Le rapport d’alerte et de plaidoyer de l’Association AIDS Algérie, de novembre 2025, met en lumière une situation sanitaire particulièrement préoccupante chez les usagers de drogues injectables (UDI). Les données de terrain révèlent une forte progression des infections associées à l’injection, notamment le VIH et l’hépatite C, avec des taux parmi les plus élevés observés à l’échelle nationale.
La consommation de drogues touche de plus en plus les jeunes, avec une féminisation croissante et un recours accru à l’injection. La toxicomanie s’impose aujourd’hui comme l’une des crises de santé publique les plus préoccupantes en Algérie.
Du cannabis aux opioïdes, en passant par la cocaïne et les médicaments psychotropes détournés, les substances consommées sont multiples et de plus en plus accessibles. Cette dynamique s’accompagne d’un passage croissant à l’injection, exposant les usagers à un risque élevé d’infections graves.
Une situation épidémiologique alarmante chez les UDI
Les données issues du travail communautaire mené par l’Association AIDS Algérie au cours des derniers mois de 2025 dressent un constat préoccupant, voire critique, chez les usagers de drogues injectables (UDI).
Sur plus de 1 200 UDI sensibilisés dans plusieurs sites d’Alger, plus de 90 % ont accepté un dépistage, signale le rapport d’AIDS Algérie, rendu public a l’occasion de la journée mondiale de lutte contre le sida. Les résultats révèlent une prévalence du VIH de 13,3 %, du virus de l’hépatite C (VHC) de 37,7 %, et une co-infection VIH-VHC chez plus de 9 % des personnes testées.
Ces taux, nettement supérieurs aux données observées lors des précédentes enquêtes bio-comportementales nationales, placent les UDI parmi les populations les plus exposées du pays. Leur vulnérabilité est renforcée par des pratiques d’injection à haut risque, une méconnaissance des modes de transmission, une grande précarité sociale et une couverture très limitée des programmes de réduction des risques.
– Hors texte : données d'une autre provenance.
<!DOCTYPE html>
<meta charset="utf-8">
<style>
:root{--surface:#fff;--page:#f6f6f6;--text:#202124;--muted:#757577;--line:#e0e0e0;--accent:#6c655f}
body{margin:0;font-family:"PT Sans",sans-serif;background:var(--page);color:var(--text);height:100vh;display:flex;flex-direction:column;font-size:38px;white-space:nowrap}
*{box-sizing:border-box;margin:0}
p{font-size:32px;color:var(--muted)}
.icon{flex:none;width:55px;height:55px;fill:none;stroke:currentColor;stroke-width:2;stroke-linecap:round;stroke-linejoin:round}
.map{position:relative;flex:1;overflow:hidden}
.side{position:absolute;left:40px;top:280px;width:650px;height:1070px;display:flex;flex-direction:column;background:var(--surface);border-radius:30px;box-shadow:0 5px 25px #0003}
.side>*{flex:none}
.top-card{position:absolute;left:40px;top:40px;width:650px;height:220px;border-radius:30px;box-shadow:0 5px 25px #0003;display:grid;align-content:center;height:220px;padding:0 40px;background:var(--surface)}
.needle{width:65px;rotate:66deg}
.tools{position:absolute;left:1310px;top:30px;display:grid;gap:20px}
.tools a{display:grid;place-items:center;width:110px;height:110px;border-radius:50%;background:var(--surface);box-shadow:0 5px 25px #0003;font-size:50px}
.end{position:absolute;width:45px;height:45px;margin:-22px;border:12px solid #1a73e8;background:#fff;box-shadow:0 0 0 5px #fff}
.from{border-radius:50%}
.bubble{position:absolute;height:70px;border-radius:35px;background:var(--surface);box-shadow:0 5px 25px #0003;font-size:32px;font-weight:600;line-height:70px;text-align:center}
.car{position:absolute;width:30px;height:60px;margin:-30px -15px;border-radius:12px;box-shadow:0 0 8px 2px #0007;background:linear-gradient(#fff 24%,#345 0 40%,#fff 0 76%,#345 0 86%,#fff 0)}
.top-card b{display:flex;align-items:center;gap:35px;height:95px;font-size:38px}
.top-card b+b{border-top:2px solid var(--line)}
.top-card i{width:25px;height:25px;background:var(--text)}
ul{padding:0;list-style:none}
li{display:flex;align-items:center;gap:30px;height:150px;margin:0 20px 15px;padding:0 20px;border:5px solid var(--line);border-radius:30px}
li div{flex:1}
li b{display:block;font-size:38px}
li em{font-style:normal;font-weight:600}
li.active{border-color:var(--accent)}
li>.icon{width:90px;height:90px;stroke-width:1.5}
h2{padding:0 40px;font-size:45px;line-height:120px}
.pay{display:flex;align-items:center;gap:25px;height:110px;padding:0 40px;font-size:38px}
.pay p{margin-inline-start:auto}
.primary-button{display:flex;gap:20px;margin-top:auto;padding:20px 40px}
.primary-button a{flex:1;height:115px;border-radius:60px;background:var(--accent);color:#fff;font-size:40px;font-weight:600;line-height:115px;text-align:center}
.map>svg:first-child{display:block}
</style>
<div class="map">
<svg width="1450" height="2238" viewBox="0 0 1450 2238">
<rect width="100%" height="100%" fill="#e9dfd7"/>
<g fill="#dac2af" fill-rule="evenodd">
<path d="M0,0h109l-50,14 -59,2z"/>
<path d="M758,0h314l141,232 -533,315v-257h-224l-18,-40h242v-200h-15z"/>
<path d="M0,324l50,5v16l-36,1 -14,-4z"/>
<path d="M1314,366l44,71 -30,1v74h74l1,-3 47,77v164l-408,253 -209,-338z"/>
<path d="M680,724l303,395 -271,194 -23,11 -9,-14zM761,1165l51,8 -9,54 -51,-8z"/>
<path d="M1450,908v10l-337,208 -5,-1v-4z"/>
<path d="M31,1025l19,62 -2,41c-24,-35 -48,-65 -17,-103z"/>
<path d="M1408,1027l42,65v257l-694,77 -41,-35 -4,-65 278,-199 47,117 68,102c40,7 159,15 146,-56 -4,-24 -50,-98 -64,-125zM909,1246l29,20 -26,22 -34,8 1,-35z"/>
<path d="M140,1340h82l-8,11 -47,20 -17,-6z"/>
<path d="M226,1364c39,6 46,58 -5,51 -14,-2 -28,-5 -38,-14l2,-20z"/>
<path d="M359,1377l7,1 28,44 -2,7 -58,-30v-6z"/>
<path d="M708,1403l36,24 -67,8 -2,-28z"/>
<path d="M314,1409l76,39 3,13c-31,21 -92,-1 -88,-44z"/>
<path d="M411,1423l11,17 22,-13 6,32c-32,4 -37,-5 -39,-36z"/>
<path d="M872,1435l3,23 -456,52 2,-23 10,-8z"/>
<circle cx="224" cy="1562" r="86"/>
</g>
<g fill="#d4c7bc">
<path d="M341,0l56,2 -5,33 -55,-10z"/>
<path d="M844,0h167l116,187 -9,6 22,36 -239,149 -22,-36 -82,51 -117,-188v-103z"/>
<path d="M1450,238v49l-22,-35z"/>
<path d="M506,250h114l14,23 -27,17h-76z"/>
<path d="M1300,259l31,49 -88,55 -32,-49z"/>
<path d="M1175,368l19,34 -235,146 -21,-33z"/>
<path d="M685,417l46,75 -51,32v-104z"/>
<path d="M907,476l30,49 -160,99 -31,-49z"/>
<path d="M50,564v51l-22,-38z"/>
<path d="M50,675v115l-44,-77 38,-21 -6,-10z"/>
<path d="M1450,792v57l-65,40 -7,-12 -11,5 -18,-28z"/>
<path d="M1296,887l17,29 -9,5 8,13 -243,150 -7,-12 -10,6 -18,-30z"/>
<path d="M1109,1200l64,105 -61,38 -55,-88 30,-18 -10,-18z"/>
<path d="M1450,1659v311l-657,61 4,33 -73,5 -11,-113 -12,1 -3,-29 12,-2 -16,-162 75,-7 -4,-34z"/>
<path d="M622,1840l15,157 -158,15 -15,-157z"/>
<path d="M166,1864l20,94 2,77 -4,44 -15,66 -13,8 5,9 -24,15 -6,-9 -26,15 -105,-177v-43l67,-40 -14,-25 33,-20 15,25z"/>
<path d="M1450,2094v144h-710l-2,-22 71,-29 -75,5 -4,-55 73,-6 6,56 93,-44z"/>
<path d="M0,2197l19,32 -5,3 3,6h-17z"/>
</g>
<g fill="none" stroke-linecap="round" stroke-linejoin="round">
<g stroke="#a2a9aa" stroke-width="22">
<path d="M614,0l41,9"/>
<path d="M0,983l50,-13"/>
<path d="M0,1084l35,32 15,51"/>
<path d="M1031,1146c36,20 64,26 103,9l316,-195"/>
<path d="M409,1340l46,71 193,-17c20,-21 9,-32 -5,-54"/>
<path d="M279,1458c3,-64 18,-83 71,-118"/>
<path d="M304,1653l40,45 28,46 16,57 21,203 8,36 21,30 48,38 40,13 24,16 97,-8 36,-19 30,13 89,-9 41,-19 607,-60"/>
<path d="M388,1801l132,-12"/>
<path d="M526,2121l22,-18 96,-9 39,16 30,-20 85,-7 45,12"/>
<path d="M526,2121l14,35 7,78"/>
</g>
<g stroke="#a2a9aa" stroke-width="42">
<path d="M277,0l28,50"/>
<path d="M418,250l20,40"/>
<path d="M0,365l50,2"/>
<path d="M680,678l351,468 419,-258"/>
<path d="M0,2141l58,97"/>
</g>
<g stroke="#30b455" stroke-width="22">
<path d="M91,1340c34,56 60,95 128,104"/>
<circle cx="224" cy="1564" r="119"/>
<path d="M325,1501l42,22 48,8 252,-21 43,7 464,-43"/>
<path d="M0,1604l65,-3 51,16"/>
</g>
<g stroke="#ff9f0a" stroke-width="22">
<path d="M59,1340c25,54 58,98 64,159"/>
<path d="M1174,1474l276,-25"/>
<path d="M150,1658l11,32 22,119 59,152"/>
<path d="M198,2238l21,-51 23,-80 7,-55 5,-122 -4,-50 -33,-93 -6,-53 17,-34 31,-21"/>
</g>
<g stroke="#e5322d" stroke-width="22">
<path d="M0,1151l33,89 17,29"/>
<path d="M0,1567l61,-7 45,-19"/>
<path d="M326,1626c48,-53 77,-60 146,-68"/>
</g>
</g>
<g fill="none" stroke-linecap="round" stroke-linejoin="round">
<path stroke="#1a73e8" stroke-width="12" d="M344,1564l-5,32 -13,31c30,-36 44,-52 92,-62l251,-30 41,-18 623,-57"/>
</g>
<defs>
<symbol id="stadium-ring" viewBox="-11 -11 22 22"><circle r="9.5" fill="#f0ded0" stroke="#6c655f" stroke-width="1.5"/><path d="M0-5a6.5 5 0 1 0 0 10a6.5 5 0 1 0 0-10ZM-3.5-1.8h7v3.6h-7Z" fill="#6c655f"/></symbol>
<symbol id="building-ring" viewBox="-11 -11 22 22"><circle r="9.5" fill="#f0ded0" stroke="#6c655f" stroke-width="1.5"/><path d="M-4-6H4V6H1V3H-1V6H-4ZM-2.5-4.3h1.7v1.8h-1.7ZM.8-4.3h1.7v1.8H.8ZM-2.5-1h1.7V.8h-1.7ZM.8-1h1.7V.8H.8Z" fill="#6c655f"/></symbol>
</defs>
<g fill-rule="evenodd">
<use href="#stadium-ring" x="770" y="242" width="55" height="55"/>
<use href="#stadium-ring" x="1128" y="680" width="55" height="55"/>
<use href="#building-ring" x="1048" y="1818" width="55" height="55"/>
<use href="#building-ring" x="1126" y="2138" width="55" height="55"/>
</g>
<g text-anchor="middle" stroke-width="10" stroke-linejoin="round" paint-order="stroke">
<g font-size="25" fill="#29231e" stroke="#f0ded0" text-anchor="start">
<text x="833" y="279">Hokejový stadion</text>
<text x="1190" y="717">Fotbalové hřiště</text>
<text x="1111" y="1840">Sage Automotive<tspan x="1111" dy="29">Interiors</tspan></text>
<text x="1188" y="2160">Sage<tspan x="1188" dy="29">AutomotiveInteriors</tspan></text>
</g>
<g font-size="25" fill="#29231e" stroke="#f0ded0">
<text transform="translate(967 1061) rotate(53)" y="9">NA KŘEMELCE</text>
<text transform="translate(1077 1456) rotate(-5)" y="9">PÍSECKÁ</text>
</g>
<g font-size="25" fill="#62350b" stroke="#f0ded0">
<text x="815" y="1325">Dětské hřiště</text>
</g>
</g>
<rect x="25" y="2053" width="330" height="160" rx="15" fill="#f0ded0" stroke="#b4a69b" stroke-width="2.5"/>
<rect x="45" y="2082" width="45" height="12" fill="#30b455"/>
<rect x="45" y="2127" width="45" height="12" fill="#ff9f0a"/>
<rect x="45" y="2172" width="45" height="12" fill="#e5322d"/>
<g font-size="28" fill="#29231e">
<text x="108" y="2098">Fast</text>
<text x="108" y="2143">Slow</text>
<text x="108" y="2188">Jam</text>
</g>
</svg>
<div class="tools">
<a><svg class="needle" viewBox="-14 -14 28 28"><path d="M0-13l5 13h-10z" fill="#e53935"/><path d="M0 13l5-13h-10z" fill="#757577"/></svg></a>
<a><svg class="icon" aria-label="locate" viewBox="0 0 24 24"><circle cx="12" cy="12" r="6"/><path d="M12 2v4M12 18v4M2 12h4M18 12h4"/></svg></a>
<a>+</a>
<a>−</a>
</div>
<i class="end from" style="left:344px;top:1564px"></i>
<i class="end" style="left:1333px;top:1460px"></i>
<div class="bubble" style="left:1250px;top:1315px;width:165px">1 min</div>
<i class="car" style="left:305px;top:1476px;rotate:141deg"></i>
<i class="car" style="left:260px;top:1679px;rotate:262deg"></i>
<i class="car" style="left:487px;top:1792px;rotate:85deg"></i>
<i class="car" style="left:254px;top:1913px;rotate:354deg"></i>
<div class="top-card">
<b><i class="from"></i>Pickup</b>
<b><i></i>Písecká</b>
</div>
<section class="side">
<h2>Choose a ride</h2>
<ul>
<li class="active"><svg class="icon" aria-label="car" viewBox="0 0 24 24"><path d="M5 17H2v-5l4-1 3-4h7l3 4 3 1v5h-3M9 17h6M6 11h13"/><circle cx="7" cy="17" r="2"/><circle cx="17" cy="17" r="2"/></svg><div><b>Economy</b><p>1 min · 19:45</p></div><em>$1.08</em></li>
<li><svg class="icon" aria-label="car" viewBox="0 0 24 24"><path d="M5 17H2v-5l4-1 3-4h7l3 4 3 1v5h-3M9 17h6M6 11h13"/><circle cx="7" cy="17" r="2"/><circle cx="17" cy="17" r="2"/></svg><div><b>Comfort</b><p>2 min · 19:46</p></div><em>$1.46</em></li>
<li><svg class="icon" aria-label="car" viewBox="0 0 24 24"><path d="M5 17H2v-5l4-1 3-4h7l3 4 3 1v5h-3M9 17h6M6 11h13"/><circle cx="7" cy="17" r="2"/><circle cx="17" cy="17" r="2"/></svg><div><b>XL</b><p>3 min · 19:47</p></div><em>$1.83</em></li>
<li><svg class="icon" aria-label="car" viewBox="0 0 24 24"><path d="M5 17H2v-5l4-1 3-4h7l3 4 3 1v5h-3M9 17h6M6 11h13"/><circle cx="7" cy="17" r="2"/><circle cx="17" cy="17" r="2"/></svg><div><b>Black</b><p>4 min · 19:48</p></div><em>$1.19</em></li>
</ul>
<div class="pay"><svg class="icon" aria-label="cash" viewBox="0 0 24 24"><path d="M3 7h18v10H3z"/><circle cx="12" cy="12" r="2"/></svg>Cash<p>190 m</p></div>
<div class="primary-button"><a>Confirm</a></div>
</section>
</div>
Des territoires fortement concernés
La cartographie réalisée à Alger met en évidence une forte concentration d’UDI dans plusieurs zones urbaines, notamment Alger-Centre, Bab El Oued, la Casbah, les quartiers de l’Est et de l’Ouest de la capitale.
Parallèlement, les acteurs de terrain alertent sur l’augmentation de la consommation de cocaïne, y compris par voie injectable, ainsi que sur la circulation importante de certains opioïdes de substitution, en l’absence de données officielles actualisées.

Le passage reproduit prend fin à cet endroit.